The M23 route has been traditionally crowded, with 4,862,343 riders in 2010 and 4,075,850 riders in 2018, or 15,000 riders a day. It is also among the city's slowest bus routes, running at an average of 4.7 mph in 2000, and 3.7 mph by 2015. In 2003, the Straphangers Campaign gave the M23 the "Pokey Award" because it ran slower than any other bus route in all of New York City, at an average speed of 4 mph; it also received that distinction in 2007 when it also ran at an average of 4 mph, slightly faster than the average walking speed of 3 mph. Rush hour bus headways on the M23 are supposed to be 4.5 to 5.5 minutes. A 2015 report found that half of the average M23 bus's time is spent either at a bus stop or stopped in traffic; that 28% of the duration of the average M23 trip is spent waiting at bus stops due to passengers boarding; and that the M23 only moves at over 15 mph for an average of 10% of each trip. This was exacerbated by 23rd Street's varying width of 52 to 66 ft, causing buses to need to change lanes frequently; as well as the fact that bus stops were frequently blocked by other traffic, and by double parked cars. The street was designated as a "Vision Zero Corridor" due to the high rate of injuries along the street (714 traffic-related injuries, 75 of them serious, as well as 5 deaths due to traffic incidents between 2009 and 2013).

In 2009, the Metropolitan Transportation Authority and the New York City Department of Transportation (NYCDOT) identified the M14A/D, on parallel 14th Street, as a potential corridor for Phase II of SBS, the city's bus rapid transit system, as well as finalized plans to implement SBS on the M16/M34 along the also-parallel 34th Street. The crosstown bus corridors were noted for slow travel speeds. The M23 was originally not planned to be an SBS route, but in 2008, it had been part of a pilot program in which 30 articulated, redesigned SBS buses were rolled out on the M23 for some time.

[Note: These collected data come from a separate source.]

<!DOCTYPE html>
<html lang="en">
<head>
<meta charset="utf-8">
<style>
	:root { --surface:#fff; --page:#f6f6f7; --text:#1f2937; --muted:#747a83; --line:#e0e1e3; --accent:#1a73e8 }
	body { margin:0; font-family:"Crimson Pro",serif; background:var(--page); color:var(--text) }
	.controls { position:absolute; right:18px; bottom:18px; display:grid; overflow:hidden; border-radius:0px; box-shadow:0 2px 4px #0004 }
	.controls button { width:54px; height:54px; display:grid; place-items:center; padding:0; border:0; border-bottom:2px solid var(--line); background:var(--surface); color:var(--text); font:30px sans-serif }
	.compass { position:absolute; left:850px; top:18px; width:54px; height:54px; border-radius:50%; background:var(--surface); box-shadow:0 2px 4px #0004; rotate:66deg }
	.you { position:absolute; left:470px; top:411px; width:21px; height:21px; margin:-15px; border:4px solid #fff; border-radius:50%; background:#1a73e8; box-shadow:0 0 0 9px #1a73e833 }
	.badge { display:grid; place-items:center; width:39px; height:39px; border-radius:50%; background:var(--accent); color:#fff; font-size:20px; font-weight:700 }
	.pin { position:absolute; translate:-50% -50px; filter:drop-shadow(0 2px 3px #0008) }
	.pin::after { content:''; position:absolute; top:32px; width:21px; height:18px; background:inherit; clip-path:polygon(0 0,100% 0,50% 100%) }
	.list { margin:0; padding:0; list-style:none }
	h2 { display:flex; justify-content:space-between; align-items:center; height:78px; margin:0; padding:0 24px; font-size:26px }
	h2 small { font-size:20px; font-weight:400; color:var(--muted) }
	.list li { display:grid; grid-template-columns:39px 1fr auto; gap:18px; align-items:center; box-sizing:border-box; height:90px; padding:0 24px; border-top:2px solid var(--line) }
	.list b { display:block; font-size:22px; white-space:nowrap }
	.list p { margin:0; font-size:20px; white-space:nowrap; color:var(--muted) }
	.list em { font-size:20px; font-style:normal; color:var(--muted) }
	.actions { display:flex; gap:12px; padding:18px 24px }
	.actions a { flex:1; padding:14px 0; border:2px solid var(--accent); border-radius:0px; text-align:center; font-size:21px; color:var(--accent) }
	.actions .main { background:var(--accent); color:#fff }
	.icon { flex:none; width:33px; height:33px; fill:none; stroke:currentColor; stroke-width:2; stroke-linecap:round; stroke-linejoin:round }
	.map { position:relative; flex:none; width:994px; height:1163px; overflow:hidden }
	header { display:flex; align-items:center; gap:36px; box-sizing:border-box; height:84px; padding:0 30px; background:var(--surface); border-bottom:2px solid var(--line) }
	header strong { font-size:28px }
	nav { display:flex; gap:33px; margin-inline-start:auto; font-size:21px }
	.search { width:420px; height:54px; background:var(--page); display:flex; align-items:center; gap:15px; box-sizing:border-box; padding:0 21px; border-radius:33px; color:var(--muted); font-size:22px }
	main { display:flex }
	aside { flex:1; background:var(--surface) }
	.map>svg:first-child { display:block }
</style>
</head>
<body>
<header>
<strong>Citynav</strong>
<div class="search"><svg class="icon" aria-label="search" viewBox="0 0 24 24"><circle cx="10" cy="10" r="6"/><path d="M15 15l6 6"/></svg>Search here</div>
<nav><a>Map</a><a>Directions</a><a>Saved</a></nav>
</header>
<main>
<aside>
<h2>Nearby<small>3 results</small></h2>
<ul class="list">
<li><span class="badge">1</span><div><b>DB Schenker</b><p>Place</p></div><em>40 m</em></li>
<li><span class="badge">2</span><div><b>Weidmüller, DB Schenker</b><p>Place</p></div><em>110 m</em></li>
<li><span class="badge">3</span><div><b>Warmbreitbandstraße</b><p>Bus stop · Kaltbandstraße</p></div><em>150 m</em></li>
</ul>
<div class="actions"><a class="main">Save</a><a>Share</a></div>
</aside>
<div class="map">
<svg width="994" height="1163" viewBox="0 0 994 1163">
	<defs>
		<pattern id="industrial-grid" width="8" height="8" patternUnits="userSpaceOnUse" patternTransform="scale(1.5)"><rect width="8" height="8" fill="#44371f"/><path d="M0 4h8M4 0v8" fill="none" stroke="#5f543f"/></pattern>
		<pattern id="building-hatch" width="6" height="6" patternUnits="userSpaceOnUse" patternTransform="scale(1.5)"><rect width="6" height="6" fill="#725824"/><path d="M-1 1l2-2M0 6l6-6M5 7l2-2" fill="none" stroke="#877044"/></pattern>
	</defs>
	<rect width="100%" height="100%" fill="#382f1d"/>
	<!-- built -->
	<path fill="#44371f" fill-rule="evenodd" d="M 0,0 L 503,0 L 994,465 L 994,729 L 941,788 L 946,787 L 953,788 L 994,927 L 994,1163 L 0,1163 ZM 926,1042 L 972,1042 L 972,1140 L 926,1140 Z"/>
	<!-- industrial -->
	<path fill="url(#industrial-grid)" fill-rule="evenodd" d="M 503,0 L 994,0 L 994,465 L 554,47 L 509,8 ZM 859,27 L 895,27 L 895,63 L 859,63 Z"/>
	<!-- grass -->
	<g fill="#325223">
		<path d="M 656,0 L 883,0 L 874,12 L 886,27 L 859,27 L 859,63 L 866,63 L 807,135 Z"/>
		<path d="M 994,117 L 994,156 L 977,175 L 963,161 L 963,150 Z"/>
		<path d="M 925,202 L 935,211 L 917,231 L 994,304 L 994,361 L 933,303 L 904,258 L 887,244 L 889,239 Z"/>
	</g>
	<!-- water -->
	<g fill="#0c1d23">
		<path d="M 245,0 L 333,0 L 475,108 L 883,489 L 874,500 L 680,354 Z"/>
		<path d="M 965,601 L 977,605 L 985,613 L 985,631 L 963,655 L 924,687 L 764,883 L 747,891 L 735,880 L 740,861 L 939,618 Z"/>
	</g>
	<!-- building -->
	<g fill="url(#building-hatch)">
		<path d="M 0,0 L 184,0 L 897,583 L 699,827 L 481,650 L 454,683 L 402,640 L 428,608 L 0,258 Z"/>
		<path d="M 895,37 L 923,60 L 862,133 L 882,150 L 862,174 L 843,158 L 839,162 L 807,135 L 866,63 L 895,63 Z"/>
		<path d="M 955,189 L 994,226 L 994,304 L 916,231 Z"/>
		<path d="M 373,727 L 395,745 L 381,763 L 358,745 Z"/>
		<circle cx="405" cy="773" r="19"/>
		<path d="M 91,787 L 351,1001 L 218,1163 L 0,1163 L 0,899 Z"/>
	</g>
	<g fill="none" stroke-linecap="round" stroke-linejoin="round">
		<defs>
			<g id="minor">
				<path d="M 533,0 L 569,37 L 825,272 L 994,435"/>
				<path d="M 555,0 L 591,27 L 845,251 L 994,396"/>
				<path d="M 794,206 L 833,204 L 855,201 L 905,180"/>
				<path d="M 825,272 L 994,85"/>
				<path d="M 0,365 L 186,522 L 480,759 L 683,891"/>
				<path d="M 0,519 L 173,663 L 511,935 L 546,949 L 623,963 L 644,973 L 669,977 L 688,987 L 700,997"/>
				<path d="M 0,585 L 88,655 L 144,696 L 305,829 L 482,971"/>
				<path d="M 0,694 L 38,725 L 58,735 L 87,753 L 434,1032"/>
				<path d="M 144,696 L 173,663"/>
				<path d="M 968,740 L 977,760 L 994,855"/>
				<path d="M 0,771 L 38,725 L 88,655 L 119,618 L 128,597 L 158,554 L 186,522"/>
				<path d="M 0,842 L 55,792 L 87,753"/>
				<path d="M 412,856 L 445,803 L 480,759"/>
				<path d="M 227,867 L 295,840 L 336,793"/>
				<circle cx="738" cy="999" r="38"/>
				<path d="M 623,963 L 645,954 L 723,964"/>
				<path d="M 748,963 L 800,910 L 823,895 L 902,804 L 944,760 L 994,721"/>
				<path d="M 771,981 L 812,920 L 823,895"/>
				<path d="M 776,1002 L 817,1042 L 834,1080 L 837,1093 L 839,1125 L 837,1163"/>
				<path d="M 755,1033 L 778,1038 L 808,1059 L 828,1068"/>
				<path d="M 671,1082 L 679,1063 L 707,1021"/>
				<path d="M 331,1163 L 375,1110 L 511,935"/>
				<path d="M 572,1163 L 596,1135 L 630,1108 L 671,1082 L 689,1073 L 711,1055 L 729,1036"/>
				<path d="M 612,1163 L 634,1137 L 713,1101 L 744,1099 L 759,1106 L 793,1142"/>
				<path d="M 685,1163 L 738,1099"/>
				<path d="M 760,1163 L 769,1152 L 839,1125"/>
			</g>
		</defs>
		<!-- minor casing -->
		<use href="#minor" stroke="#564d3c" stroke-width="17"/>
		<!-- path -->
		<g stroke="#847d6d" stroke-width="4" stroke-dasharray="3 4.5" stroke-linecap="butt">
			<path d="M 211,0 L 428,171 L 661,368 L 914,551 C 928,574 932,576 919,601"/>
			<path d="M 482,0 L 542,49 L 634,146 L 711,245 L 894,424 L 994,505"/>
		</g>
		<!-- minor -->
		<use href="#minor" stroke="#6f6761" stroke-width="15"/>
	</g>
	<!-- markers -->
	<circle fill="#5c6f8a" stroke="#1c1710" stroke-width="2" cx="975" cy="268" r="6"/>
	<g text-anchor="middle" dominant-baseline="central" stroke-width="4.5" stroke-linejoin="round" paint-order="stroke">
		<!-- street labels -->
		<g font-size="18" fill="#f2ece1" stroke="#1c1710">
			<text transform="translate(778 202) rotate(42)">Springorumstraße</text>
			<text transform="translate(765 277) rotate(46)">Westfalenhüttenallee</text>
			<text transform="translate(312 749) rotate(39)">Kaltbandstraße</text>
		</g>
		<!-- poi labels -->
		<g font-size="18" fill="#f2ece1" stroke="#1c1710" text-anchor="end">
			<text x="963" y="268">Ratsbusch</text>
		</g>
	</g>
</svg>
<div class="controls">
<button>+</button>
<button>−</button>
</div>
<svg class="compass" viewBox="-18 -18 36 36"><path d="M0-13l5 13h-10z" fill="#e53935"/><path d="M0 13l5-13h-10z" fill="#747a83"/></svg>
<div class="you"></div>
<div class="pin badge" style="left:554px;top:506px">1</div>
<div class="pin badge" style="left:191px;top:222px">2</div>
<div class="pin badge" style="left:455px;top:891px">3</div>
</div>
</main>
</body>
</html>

After lengthy consultation, the M23 was converted to SBS on November 6, 2016, with all-door boarding, off-board fare payment, dedicated New York City bus lanes, and BusTime-equipped countdown clocks at some stops. This is keeping in line with other SBS routes with the same upgrades, which have seen their average speeds increase between 10% and 25% after implementation. It replaced M23 local service at the cost of $1.7 million. The M23 SBS keeps the same route as the M23 local, with one redundant westbound stop on 5th Avenue and a bidirectional stop on Lexington Avenue being eliminated. Another bus stop, at the intersection of 20th Street and the western portion of the 20th Street Loop, was planned for elimination, but was retained after community members objected; their objections included that removing the bus stop would make it harder for the elderly residents of Peter Cooper Village to travel to the nearest M23 stop, and that the gap between stops would be 1848 ft, or about 0.35 miles, if the stop were eliminated. The implementation plan included repainting 23rd Street so that it would have 5 lanes throughout most of its length; between 2nd and 8th Avenues, two of these lanes—one in each direction—would be bus lanes, with westbound bus lanes between 1st and 2nd Avenues, and eastbound bus lanes between 10th and 8th Avenues. The SBS plan excluded a proposal for bus lanes in the median of 23rd Street, which were proposed by three different community boards due to parking issues on 34th Street after SBS was implemented there.